In view of the scene’s complexity and diversity in scene classification, this paper makes full use of the contextual semantic relationships between the objects to describe the visual attention regions of the scenes and combines with the deep convolution neural networks, so that a scene classification model using visual attention and deep networks is constructed. Firstly, the visual attention regions in the scene image are marked by using the context-based saliency detection algorithm. Then, the original image and the visual attention region detection image are superimposed to obtain a visual attention region enhancement image.
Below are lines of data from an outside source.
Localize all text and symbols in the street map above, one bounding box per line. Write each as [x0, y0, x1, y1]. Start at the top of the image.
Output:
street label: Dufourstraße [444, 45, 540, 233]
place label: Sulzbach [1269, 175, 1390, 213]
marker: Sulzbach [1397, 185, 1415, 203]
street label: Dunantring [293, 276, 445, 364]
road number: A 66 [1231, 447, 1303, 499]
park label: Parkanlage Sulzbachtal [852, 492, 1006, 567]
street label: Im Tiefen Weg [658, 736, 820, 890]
Furthermore, the deep convolution features of the original image, the visual attention region detection image, and the visual attention region enhancement image are extracted by using the deep convolution neural networks pretrained on the large-scale scene image dataset Places. Finally, the deep visual attention features are constructed by using the multilayer deep convolution features of the deep convolution networks, and a classification model is constructed. In order to verify the effectiveness of the proposed model, the experiments are carried out on four standard scene datasets LabelMe, UIUC-Sports, Scene-15, and MIT67. The results show that the proposed model improves the performance of the classification well and has good adaptability.
结合视觉注意的深度网络场景分类
针对场景分类的复杂性和多样性,本文充分利用对象之间的语境语义关系来描述场景的视觉注意区域,并结合深度卷积神经网络,构建了视觉注意与深度网络相结合的场景分类模型。首先,利用基于上下文的显著性检测算法对场景图像中的视觉注意区域进行标记;然后,将原始图像与视觉注意区域检测图像叠加,得到视觉注意区域增强图像。利用大规模场景图像数据集Places预训练的深度卷积神经网络提取原始图像、视觉注意区域检测图像和视觉注意区域增强图像的深度卷积特征。最后,利用深度卷积网络的多层深度卷积特征构建深度视觉注意特征,并构建分类模型。为了验证该模型的有效性,在LabelMe、UIUC-Sports、scene -15和MIT67四个标准场景数据集上进行了实验。结果表明,该模型较好地提高了分类性能,具有良好的适应性。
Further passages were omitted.